Deep into the annual talks at the 8th Ecosystem Services Partnership conference held in South Africa’s mega diverse Western Cape, Bioversity International and Natural Capital Project colleagues filled the room with attendees hungry to learn more about MESH, the Mapping Ecosystem Services to Human Well-Being tool. Although it is still at an early stage, this clever tool has plenty of fans and a wide variety of uses for policy makers, scientific advisors and ecosystem services specialists.
So what is MESH about? As its name indicates, it is a free, downloadable software tool that ‘meshes together’ maps of ecosystem services from already existing tools (such as Natural Capital Project’s InVEST and King’s College of London’s WaterWorld) into a user-friendly interface that enables users to rapidly analyze how a policy or investment decision may impact ecosystem services such as food production, erosion or carbon sequestration.

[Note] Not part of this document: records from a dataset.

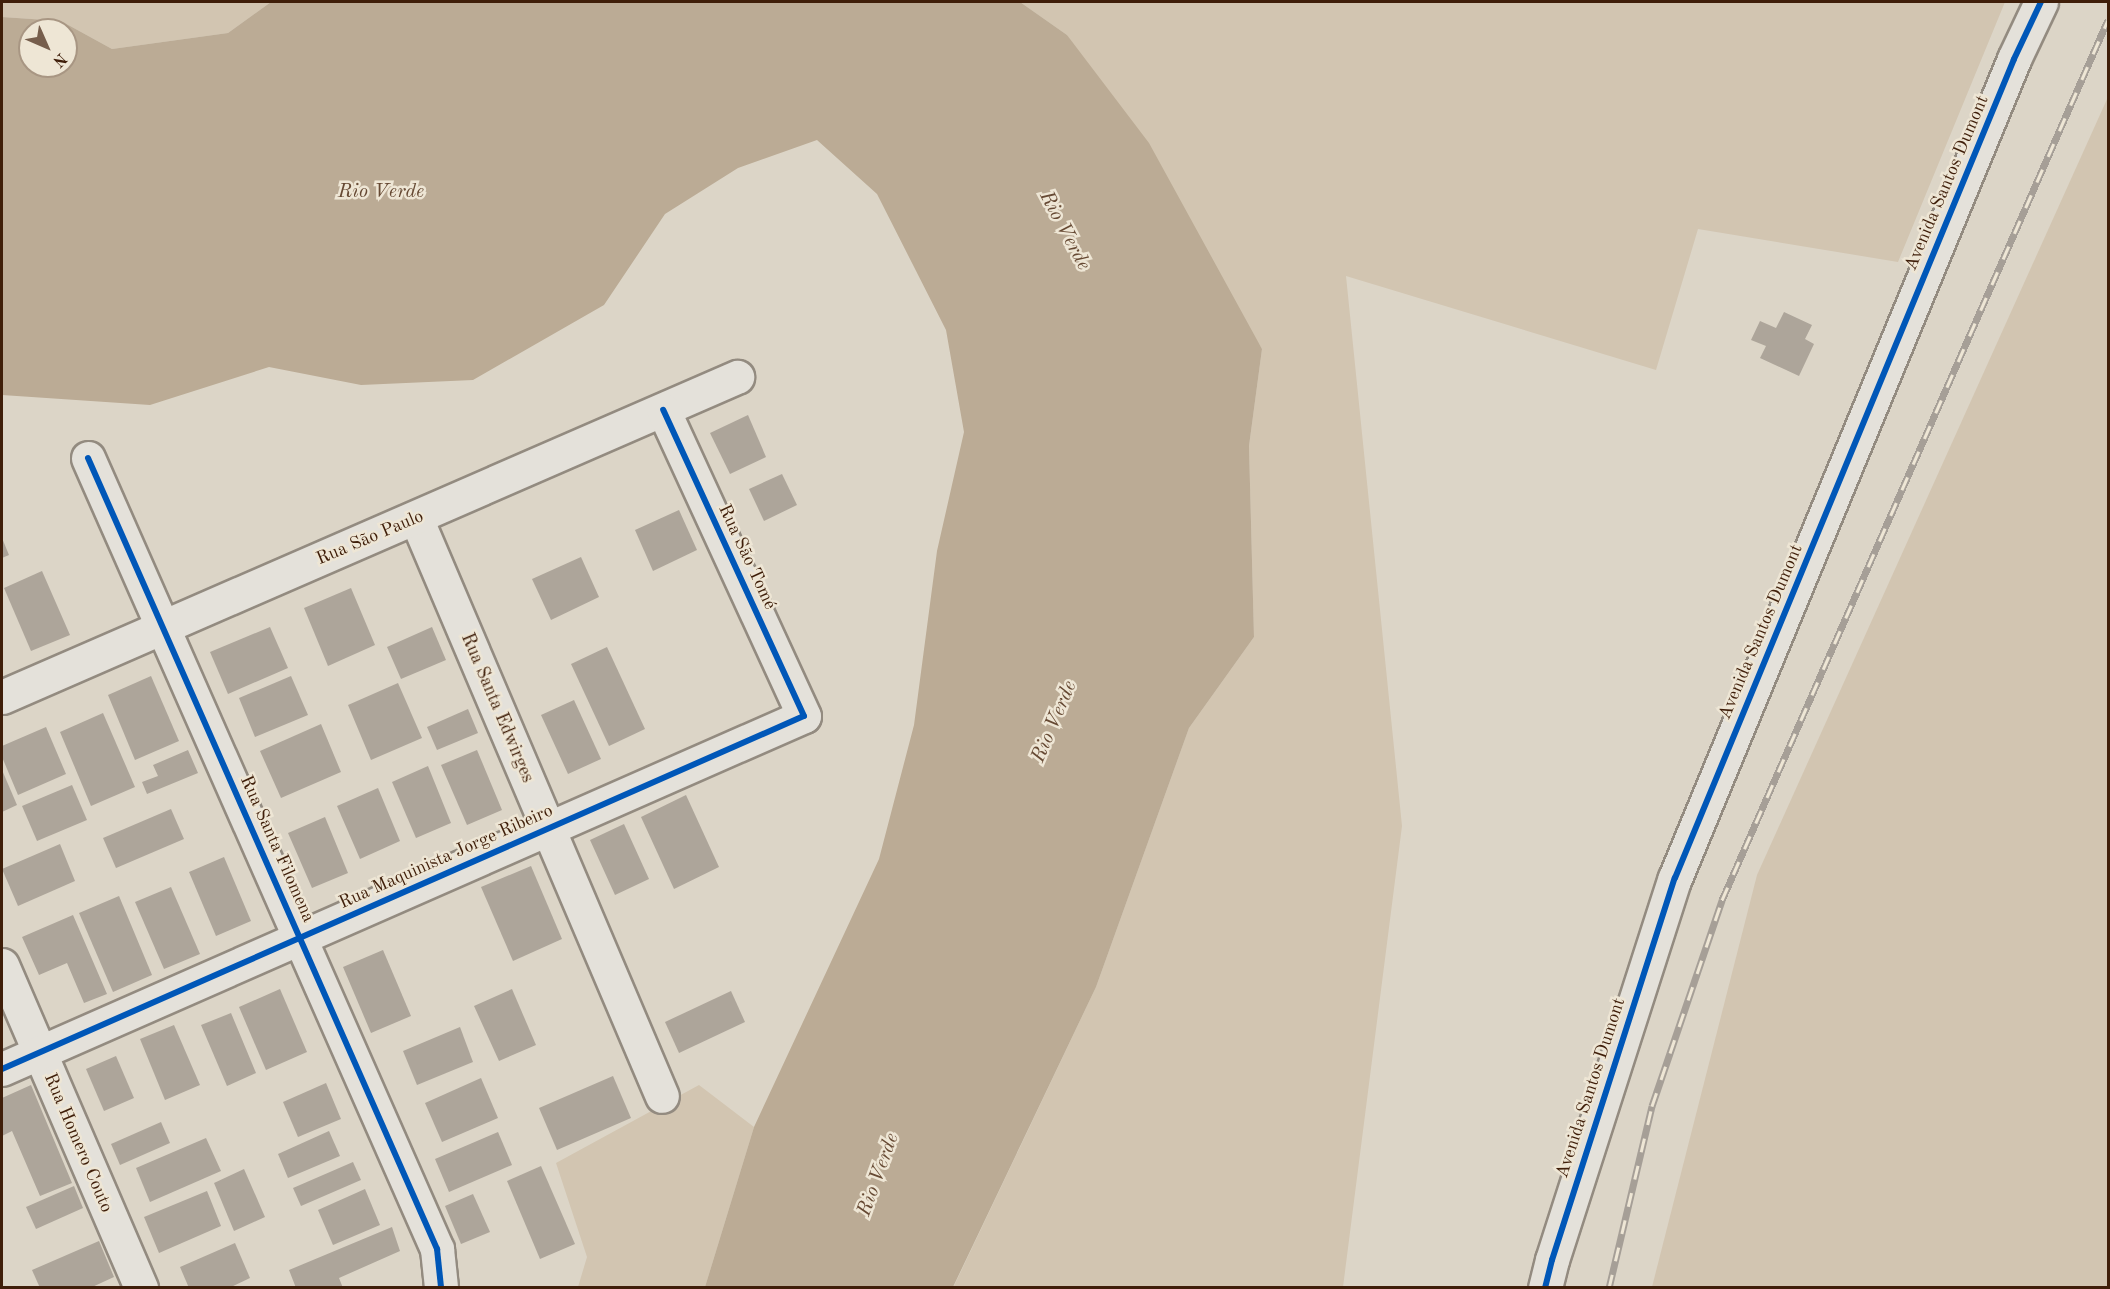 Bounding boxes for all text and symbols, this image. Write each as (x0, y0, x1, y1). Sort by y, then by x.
north arrow (18, 18, 78, 78)
text: N (49, 49, 69, 69)
street label: Avenida Santos Dumont (1900, 92, 1994, 274)
water label: Rio Verde (338, 180, 424, 204)
water label: Rio Verde (1033, 187, 1095, 275)
street label: Rua São Tomé (713, 501, 781, 613)
street label: Rua São Paulo (313, 506, 427, 570)
street label: Avenida Santos Dumont (1714, 541, 1808, 723)
street label: Rua Santa Edwirges (456, 630, 538, 786)
water label: Rio Verde (1027, 677, 1083, 767)
street label: Rua Santa Filomena (235, 772, 319, 926)
street label: Rua Maquinista Jorge Ribeiro (336, 800, 556, 914)
street label: Avenida Santos Dumont (1552, 995, 1630, 1181)
street label: Rua Homero Couto (39, 1070, 117, 1216)
water label: Rio Verde (853, 1130, 905, 1220)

Bioversity International and Natural Capital Project teams are currently using MESH to evaluate how different approaches to managing river and stream banks (known as riparian buffers) might impact ecosystem services in the Volta basin. This work is part of the CGIAR Research Program on Water, Land and Ecosystems ‘Targeting Agricultural Innovations’ project. The teams aim to support the Volta Basin Authority and its six member countries to prioritize and target ecosystem-based activities required to achieve water quality targets set out in their strategic action plan.
The next stage of MESH will link changes in ecosystem services to indicators of human well-being in the context of the newly launched Sustainable Development Goals (SDGs).
From the Volta basin to SDGs: A changing policy context
The SDGs set ambitious global targets for poverty alleviation, food and water security to 2030 and call for a shift towards sustainable production and consumption systems. This is an integrative agenda that calls for integrative tools and approaches.
“This is a huge opportunity for ecosystem service research to contribute to development. If we can show how accounting for ecosystem services contributes to achieving these global goals, it will make for a very strong argument for leveraging ecosystem services to achieve development across a number of different sectors,” said Dr. Sylvia Wood, post doctoral fellow at Bioversity International and Columbia University’s Earth Institute.
When well-planned and managed, natural resources and their ecosystem services play an important role in supporting agricultural systems and the livelihoods of the poor. However, Sylvia Wood and Sarah Jones stressed during their presentation, these contributions often remain unquantified and poorly linked to measures of well-being, leading them to be discounted during decision making. Finding ways to map, quantify and visualize trade-offs between the contributions of natural resources and ecosystem services to the attainment of SDGs is critical if we wish for them to be included in planning processes.
Seeing the need for a tool that can link shifts in the landscape to metrics of ecosystem-driven changes in human well-being, Bioversity International, The Natural Capital Project and project partners created MESH, as part of a Bioversity International-led Science for Nature and People project.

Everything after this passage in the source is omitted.